Darilaut – Jumlah korban meninggal dunia akibat gempa bumi berkekuatan magnitudo 6,7 yang mengguncang wilayah Sulawesi Tengah pada Selasa (16/6) bertambah menjadi tiga orang, sedangkan yang mengalami luka 108.
Badan Nasional Penanggulangan Bencana (BNPB) mencatat hingga Kamis (18/6) pukul 13.51 WIB, 17 orang mengalami luka berat dan 91 orang luka ringan, sementara 2.109 kepala keluarga atau 6.412 jiwa terdampak akibat bencana tersebut.
Berdasarkan laporan Badan Penanggulangan Bencana Daerah (BPBD) dan hasil asesmen lapangan, Kabupaten Sigi menjadi wilayah yang mengalami dampak paling signifikan. Tiga korban meninggal dunia masing-masing berada di Desa Ampera, Kecamatan Palolo, serta Desa Kamarora A, Kecamatan Nokilalaki, dan satu korban lainnya yang telah terkonfirmasi dalam pendataan terbaru.
Selain korban jiwa, gempa mengakibatkan kerusakan pada sedikitnya 1.652 unit rumah, yang terdiri dari 1.472 rumah rusak ringan, 111 rumah rusak sedang, dan 69 rumah rusak berat.

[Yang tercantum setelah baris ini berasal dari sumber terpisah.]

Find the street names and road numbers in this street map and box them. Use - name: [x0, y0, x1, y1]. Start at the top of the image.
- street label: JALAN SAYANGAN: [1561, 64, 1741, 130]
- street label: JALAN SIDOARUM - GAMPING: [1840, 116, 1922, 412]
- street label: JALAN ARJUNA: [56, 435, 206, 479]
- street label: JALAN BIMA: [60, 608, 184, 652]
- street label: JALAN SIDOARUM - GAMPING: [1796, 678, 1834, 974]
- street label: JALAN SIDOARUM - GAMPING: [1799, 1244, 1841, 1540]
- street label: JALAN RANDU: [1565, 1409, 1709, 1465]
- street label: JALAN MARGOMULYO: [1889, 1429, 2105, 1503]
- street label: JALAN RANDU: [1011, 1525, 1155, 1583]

Kerusakan juga terjadi pada fasilitas umum dan sosial, meliputi 42 rumah ibadah, delapan gedung perkantoran termasuk Kantor Bupati Sigi dan Badan Perencanaan Pembangunan, Riset dan Inovasi Daerah (BAPPERIDA), 13 bangunan sekolah, dua rumah adat, serta delapan jaringan air bersih.
Sebagai bentuk perhatian pemerintah pusat terhadap percepatan penanganan darurat, Kepala BNPB Letjen TNI Dr. Suharyanto, segera bertolak ke lokasi terdampak gempa di Kabupaten Sigi pada Jumat (19/6), kata Kepala Pusat Data, Informasi, dan Komunikasi Kebencanaan BNPB, Abdul Muhari, Ph.D.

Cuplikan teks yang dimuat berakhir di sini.